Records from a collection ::

*****

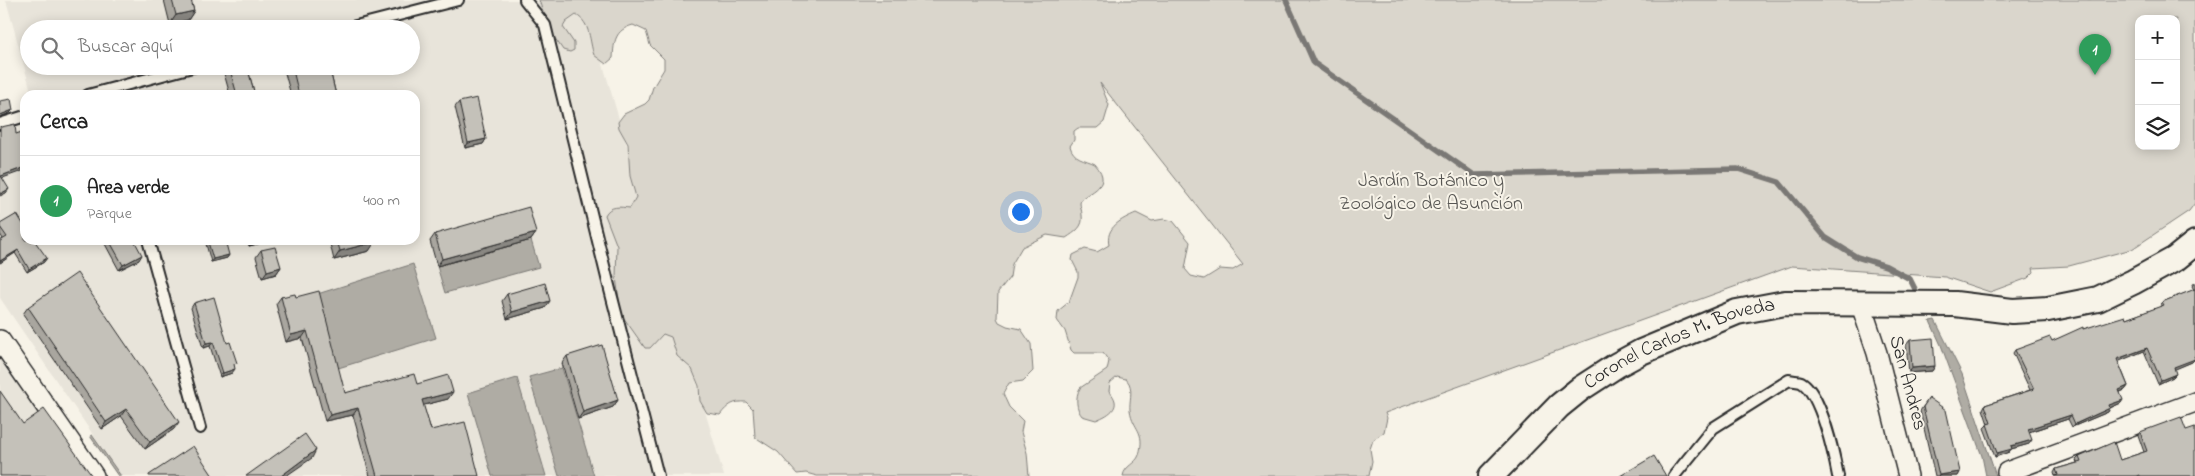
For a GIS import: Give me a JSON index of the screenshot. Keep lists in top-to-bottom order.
{
  "streets": {
    "street": ["Coronel Carlos M. Boveda", "San Andres"]
  },
  "crossings": [
    ["Coronel Carlos M. Boveda", "San Andres"]
  ],
  "parks": ["Jardín Botánico y Zoológico de Asunción"],
  "page": {
    "map_buttons": ["+", "−"],
    "search": "Buscar aquí",
    "pins": "1",
    "heading": "Cerca",
    "list": [
      {
        "mark": "1",
        "name": "Area verde",
        "note": "Parque",
        "value": "400 m"
      }
    ]
  }
}
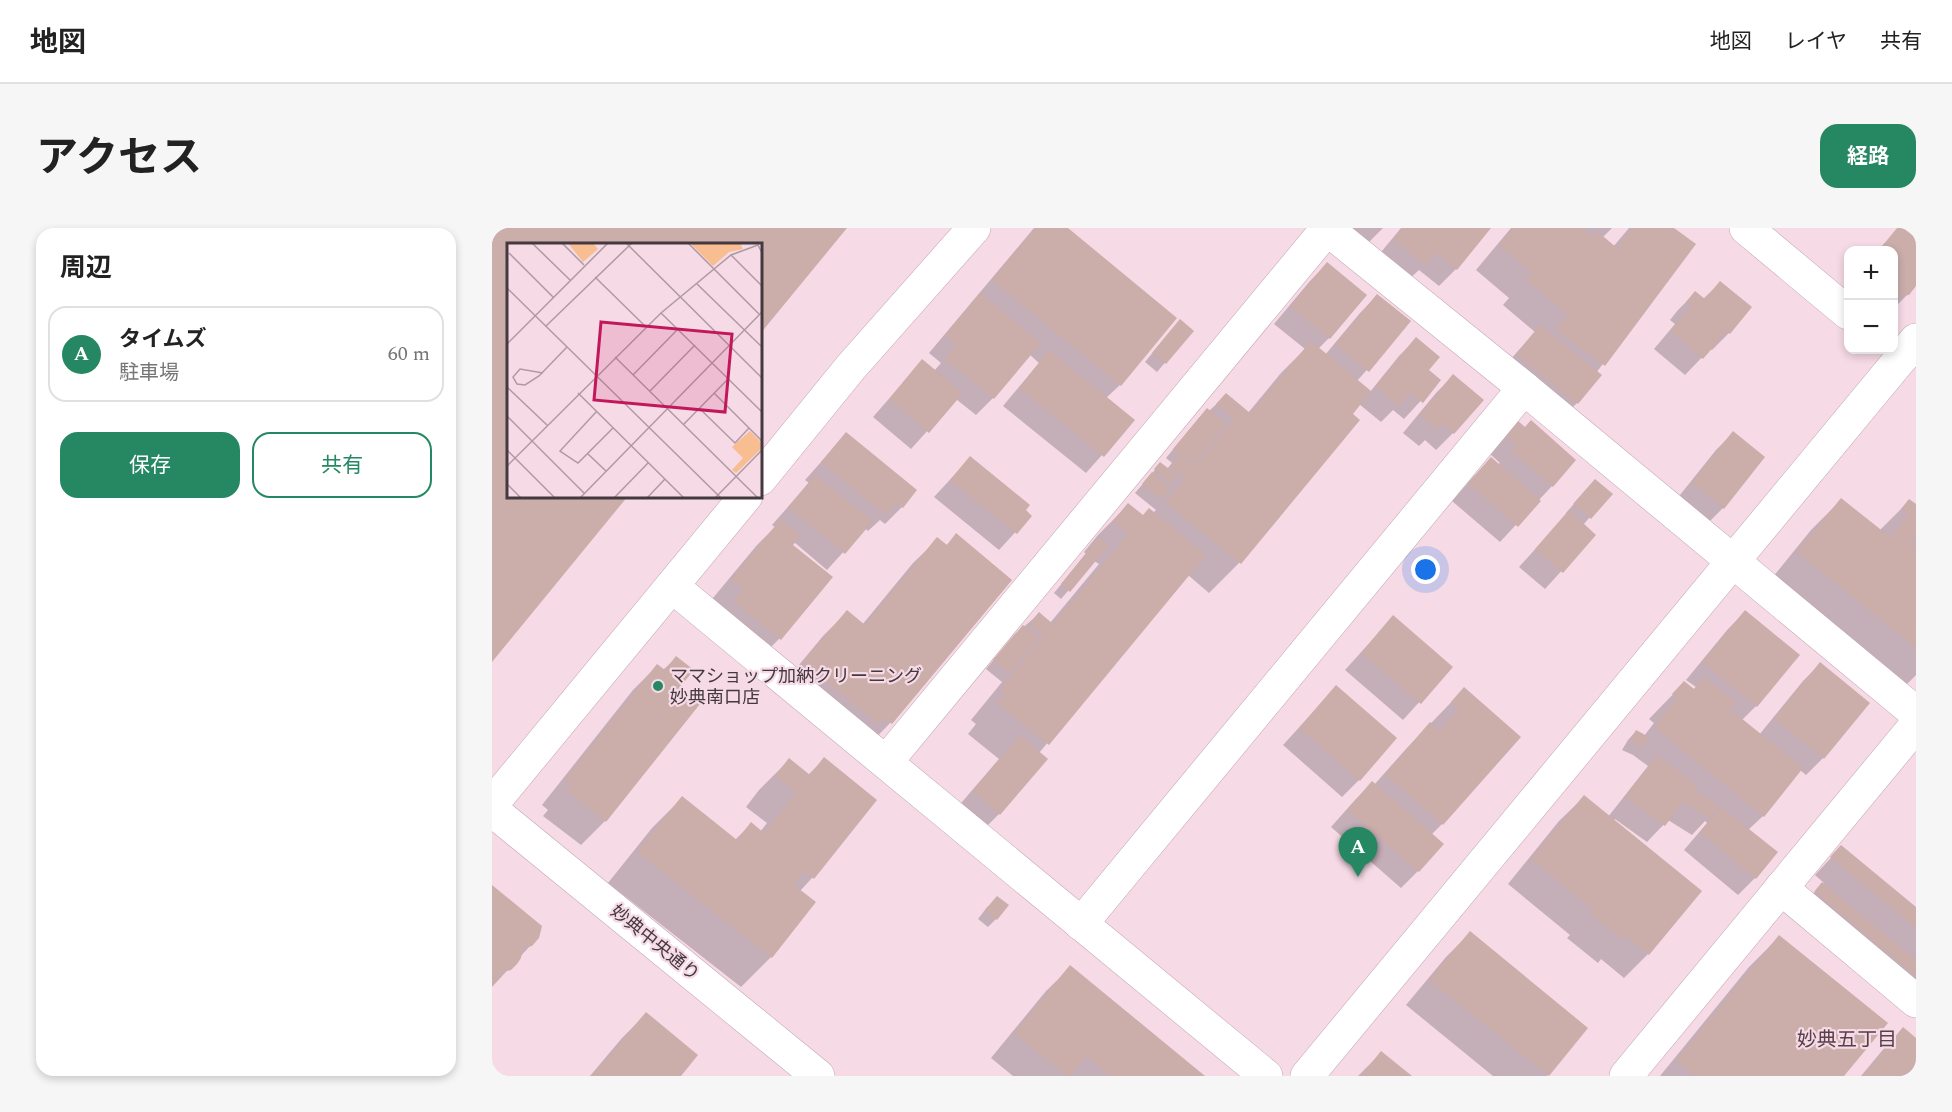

*****

TASK REQUIREMENTS :: Print, word for word, every entry shown above; the pictures stay out.

EXERCISE RESULT ::
For a GIS import: Give me a JSON index of the screenshot. Keep lists in top-to-bottom order.
{
  "streets": {
    "street": ["Coronel Carlos M. Boveda", "San Andres"]
  },
  "crossings": [
    ["Coronel Carlos M. Boveda", "San Andres"]
  ],
  "parks": ["Jardín Botánico y Zoológico de Asunción"],
  "page": {
    "map_buttons": ["+", "−"],
    "search": "Buscar aquí",
    "pins": "1",
    "heading": "Cerca",
    "list": [
      {
        "mark": "1",
        "name": "Area verde",
        "note": "Parque",
        "value": "400 m"
      }
    ]
  }
}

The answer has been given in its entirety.